Melatonin is an important hormone in the body that helps regulate sleep. It is also a powerful antioxidant that helps protect cells from damage.  Low melatonin production has been linked to an increased risk of cancer.

Studies have shown that people with low levels of melatonin are more likely to develop cancer. The reason for this is not fully understood, but it may be due to the fact that melatonin helps repair DNA damage caused by free radicals. Free radicals are unstable molecules that can damage cells and lead to cancer. Therefore, low levels of melatonin may make cells more susceptible to free radical damage and cancer.

Taking a daily melatonin supplement may help protect against cancer by increasing levels of this important hormone in the body.

Sleep Well

To get a good night's sleep, try to avoid caffeine and alcohol before bed, establish a regular sleep schedule, and create a relaxing bedtime routine. You should also make sure that your bedroom is dark, quiet, and cool. If you have trouble falling asleep, try reading or listening to calm music.
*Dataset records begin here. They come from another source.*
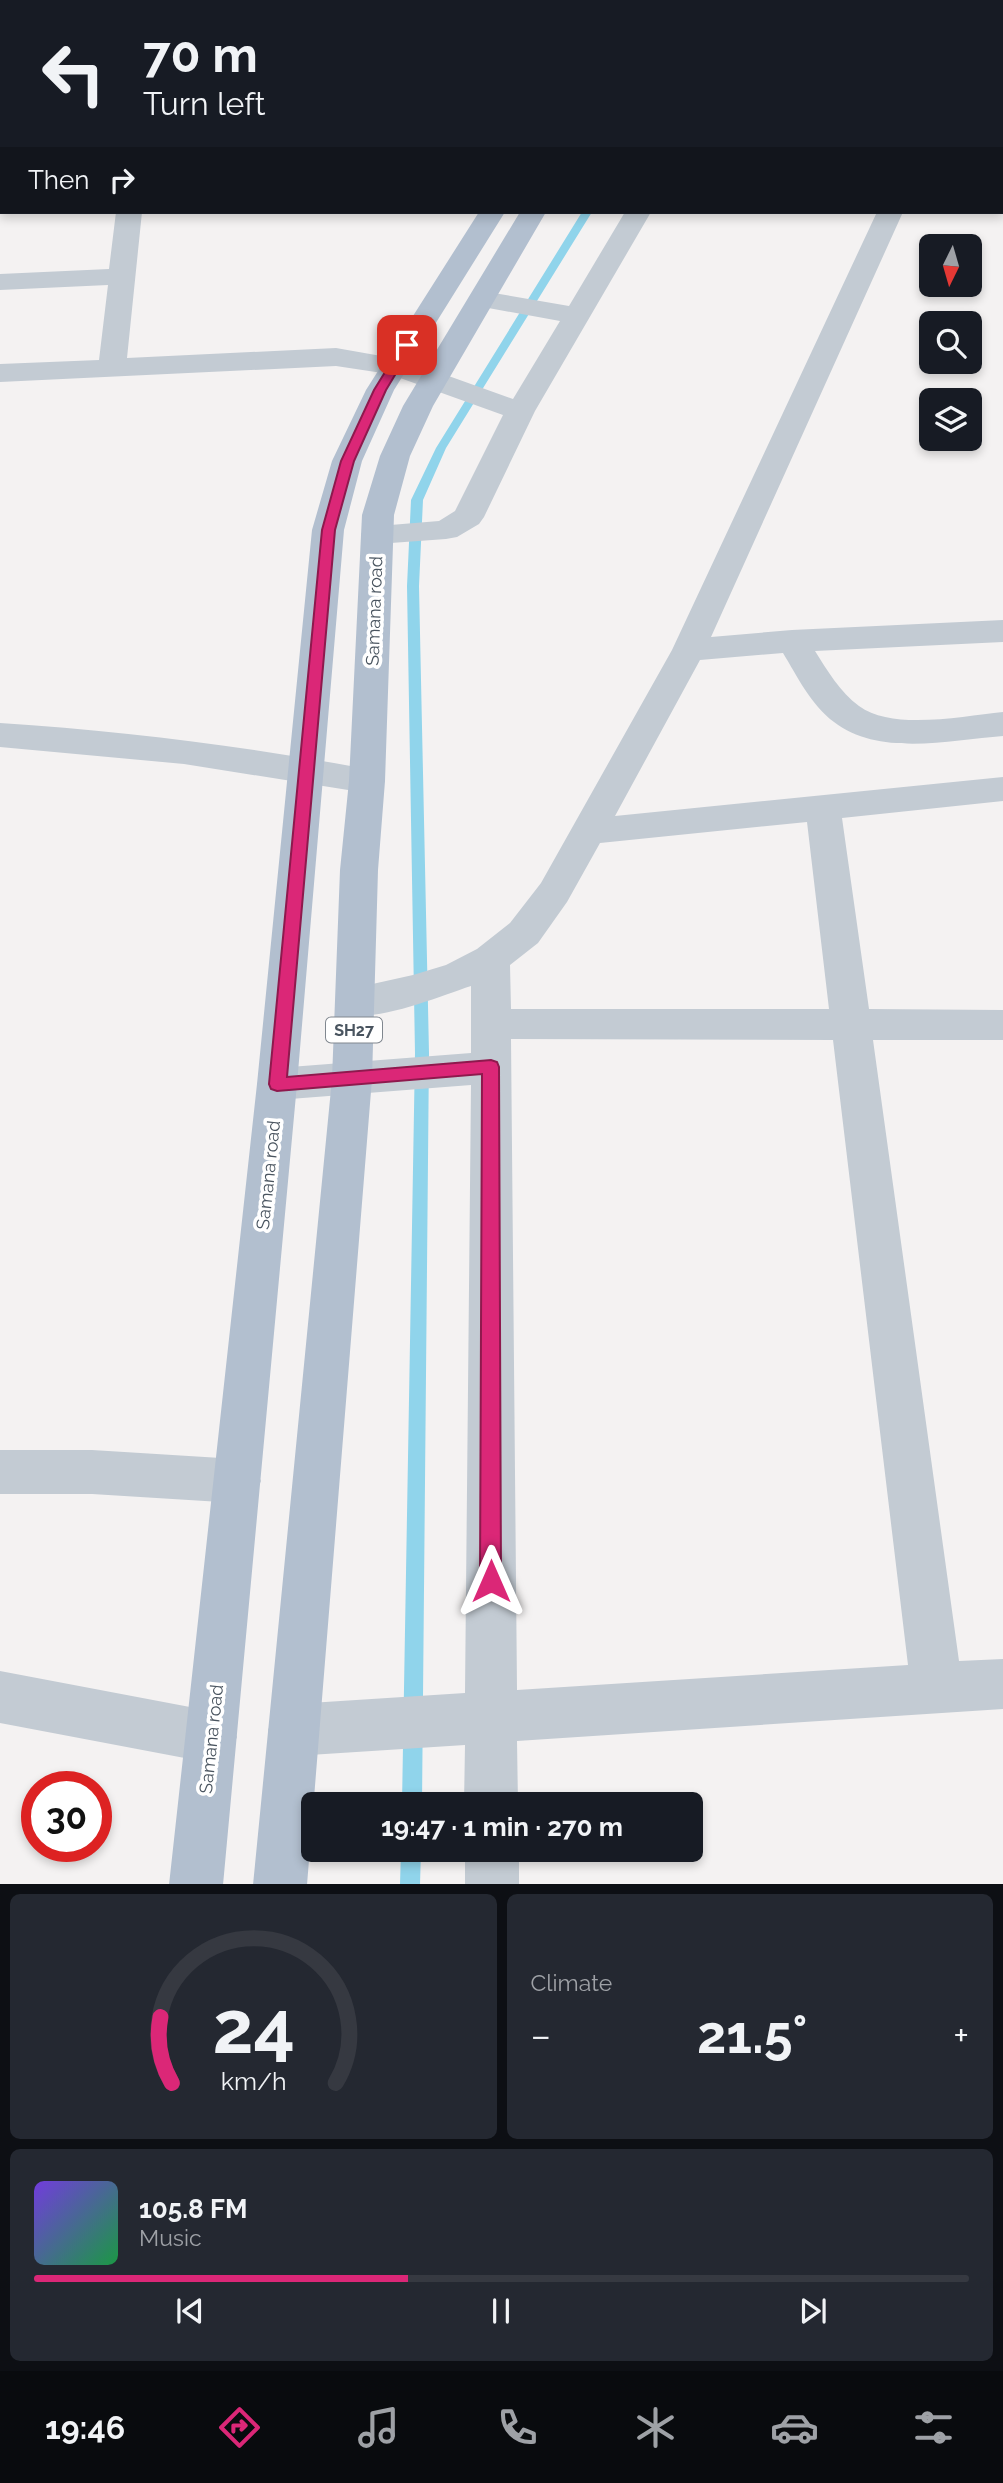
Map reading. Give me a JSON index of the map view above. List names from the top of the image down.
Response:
{
  "streets": {
    "main road": ["Samana road", "SH27"]
  },
  "north": "bottom",
  "page": {
    "turn": ["70 m", "Turn left"],
    "then": "Then",
    "limit": "30",
    "trip": "19:47 · 1 min · 270 m",
    "tile": "Climate",
    "heat": ["−", "21.5°", "+"],
    "song": ["105.8 FM", "Music"],
    "tabs": "19:46",
    "gauge": ["24", "km/h"]
  }
}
If you still can't sleep, get up and do something else until you feel tired.

There are many different supplements that can help you sleep better.  Some of the most effective sleep aids include melatonin, magnesium, and valerian root.  If you're struggling to get a good night's rest, consider trying one of these supplements to help you sleep better and feel more rested during the day.

Shop Our Sleep Collection HERE

The following is a list of things you can do to help ensure you get enough sleep and keep your circadian rhythms in check.
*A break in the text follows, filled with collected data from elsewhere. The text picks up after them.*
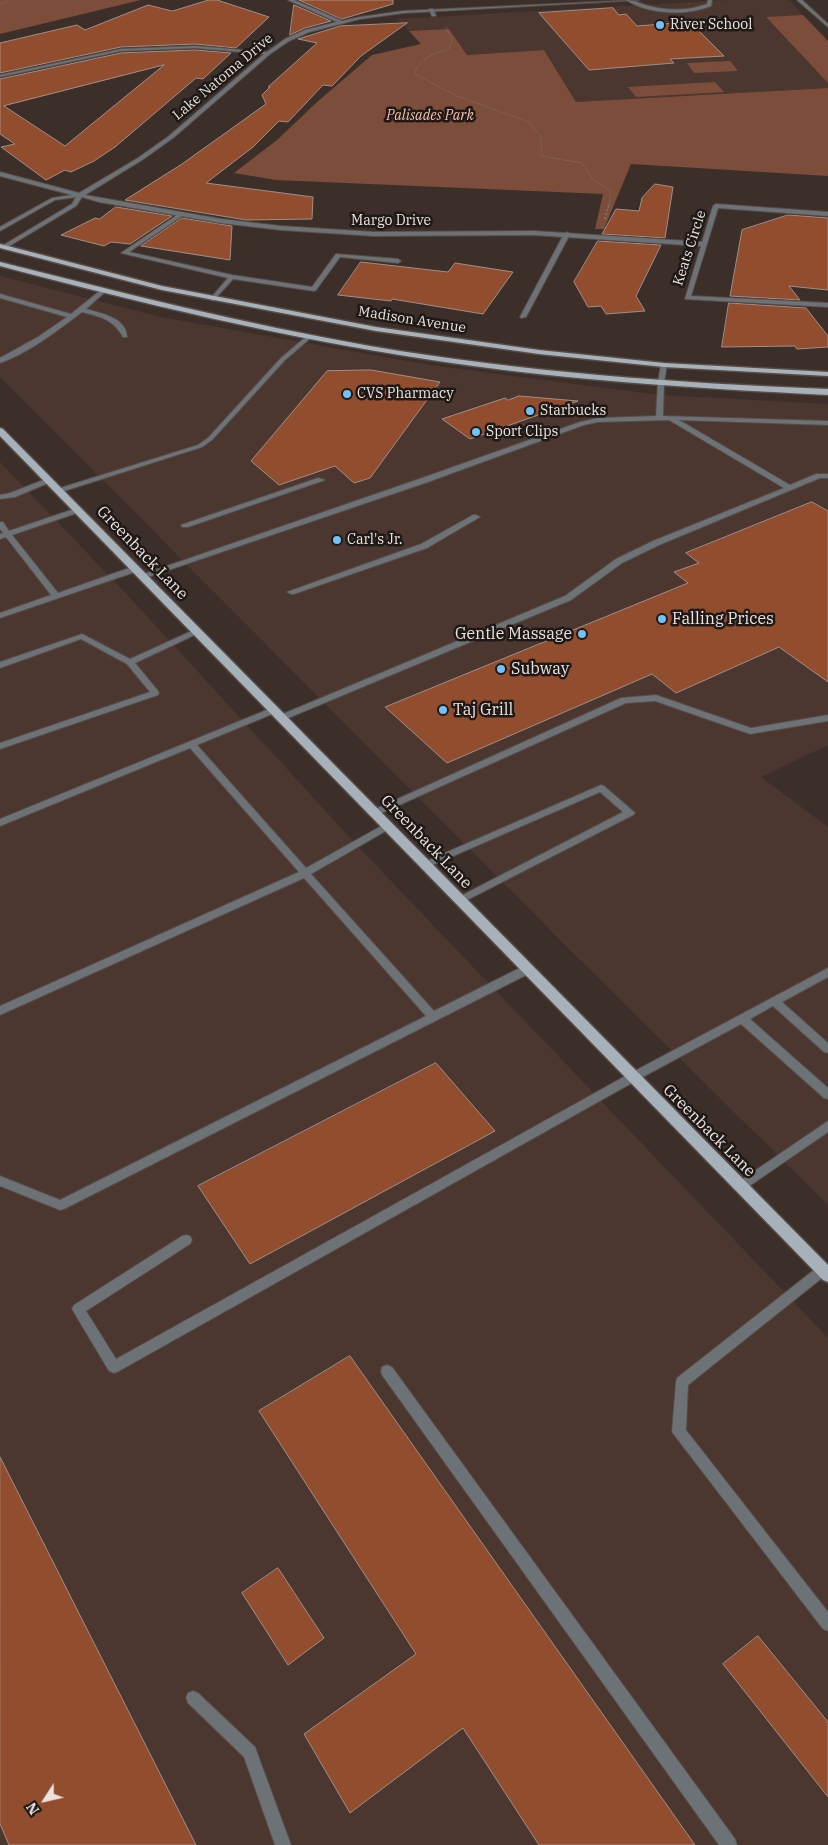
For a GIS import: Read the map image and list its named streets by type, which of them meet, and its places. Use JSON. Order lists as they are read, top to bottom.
{
  "streets": {
    "main road": ["Madison Avenue", "Greenback Lane"],
    "street": ["Lake Natoma Drive", "Margo Drive", "Keats Circle"]
  },
  "crossings": [
    ["Lake Natoma Drive", "Margo Drive"],
    ["Lake Natoma Drive", "Madison Avenue"],
    ["Margo Drive", "Keats Circle"]
  ],
  "parks": ["Palisades Park"],
  "places": [
    "River School",
    "CVS Pharmacy",
    "Starbucks",
    "Sport Clips",
    "Carl's Jr.",
    "Falling Prices",
    "Gentle Massage",
    "Subway",
    "Taj Grill"
  ],
  "north": "bottom left"
}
  1. Get enough sleep: Most people need around 7-8 hours of sleep per night.
  2. Avoid bright lights at night: This includes screens from TVs, laptops, and phones. Try to dim the lights in your home in the evening.
  3. Get exposure to natural light during the day: Spend time outside or near a window during the daytime.
  4. Exercise regularly: Exercise can help regulate your body's natural rhythms.

A final note…if you get too much sleep, you may also be at an increased risk for cancer. This is because people who sleep too much tend to have higher levels of the hormone insulin-like growth factor 1 (IGF-1), which has been linked to an increased risk for cancer. So, it's important to get enough sleep, but not too much.